[About this task]
The answer must be every line below that contains the string "lineWidth".
Data supplied START
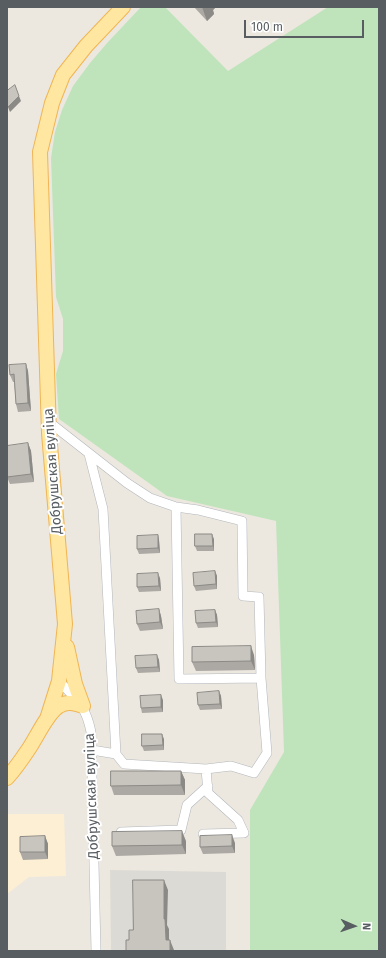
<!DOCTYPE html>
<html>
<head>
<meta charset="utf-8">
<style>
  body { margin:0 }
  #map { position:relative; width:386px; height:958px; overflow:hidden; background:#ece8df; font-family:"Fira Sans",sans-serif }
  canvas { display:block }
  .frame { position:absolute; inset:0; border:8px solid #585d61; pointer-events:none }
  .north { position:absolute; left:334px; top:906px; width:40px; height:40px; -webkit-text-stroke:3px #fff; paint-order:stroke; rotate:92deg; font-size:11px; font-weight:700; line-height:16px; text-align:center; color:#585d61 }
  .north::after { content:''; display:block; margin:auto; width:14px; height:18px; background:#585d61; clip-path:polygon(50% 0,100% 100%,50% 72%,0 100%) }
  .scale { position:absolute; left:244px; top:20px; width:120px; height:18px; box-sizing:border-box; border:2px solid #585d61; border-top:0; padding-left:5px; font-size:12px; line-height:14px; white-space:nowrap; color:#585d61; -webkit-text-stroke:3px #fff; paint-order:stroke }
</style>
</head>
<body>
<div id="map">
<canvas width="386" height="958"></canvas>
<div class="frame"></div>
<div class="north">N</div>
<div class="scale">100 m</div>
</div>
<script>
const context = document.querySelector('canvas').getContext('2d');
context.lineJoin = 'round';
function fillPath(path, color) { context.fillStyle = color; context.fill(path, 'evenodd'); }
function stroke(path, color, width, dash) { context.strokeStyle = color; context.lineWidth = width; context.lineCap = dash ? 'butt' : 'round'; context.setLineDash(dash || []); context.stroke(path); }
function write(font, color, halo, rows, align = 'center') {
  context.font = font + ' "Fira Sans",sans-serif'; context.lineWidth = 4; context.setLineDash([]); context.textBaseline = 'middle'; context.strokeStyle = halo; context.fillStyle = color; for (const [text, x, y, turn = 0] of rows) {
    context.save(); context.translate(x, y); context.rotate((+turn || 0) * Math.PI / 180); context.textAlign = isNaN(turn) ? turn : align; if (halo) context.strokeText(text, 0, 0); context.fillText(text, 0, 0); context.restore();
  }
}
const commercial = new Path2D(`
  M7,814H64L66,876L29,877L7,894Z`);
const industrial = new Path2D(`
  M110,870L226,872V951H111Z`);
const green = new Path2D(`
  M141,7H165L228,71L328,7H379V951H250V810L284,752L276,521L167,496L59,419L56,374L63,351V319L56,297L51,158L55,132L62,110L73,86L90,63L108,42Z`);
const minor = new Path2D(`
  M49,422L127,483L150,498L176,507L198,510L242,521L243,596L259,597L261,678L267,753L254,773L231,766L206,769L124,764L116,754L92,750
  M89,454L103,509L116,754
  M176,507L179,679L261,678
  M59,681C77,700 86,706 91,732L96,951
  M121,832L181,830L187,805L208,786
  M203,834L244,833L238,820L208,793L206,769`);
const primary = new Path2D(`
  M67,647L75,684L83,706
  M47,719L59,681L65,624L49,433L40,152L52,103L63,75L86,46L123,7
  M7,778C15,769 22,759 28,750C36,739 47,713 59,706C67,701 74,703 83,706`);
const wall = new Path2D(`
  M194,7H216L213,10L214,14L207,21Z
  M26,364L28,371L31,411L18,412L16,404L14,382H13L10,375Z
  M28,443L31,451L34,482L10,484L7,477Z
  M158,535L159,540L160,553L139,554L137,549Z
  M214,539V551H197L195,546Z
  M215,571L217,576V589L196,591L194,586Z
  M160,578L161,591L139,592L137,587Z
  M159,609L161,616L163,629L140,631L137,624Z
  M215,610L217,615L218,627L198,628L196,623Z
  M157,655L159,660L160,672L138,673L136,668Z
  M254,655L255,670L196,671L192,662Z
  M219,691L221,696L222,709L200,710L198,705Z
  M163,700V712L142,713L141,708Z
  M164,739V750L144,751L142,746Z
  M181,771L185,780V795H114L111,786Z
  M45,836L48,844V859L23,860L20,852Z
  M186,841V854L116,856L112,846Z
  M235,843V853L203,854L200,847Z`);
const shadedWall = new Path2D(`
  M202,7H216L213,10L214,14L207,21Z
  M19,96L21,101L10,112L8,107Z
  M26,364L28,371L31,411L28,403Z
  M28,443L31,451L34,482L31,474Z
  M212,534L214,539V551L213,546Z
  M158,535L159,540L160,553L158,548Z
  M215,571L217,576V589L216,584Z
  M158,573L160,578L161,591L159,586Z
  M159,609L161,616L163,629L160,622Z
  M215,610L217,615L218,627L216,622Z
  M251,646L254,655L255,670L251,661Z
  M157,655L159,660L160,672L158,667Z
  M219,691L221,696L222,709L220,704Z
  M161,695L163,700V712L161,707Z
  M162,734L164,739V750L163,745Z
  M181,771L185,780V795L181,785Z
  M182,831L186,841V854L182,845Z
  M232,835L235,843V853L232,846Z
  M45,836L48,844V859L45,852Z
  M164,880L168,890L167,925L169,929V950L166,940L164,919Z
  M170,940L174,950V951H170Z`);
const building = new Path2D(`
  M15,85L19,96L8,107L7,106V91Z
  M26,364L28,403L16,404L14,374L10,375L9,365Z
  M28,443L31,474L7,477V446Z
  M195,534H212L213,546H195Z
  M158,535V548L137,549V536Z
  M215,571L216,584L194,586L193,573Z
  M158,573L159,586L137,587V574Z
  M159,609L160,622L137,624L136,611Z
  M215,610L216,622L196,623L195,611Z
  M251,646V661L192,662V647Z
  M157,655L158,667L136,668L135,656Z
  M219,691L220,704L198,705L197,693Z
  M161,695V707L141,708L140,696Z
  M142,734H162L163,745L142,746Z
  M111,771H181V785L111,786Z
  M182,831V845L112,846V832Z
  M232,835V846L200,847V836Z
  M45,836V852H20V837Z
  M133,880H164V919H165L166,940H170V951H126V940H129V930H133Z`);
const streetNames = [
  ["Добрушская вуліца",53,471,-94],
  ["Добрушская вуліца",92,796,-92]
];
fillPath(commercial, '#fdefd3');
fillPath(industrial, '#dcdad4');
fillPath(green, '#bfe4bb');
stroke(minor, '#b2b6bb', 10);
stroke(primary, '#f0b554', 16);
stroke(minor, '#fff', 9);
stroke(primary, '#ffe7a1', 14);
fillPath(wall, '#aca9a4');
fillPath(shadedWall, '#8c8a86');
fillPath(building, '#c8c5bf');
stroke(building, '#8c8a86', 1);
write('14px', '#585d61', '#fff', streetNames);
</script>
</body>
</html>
Data supplied END
[Response area]
function stroke(path, color, width, dash) { context.strokeStyle = color; context.lineWidth = width; context.lineCap = dash ? 'butt' : 'round'; context.setLineDash(dash || []); context.stroke(path); }
  context.font = font + ' "Fira Sans",sans-serif'; context.lineWidth = 4; context.setLineDash([]); context.textBaseline = 'middle'; context.strokeStyle = halo; context.fillStyle = color; for (const [text, x, y, turn = 0] of rows) {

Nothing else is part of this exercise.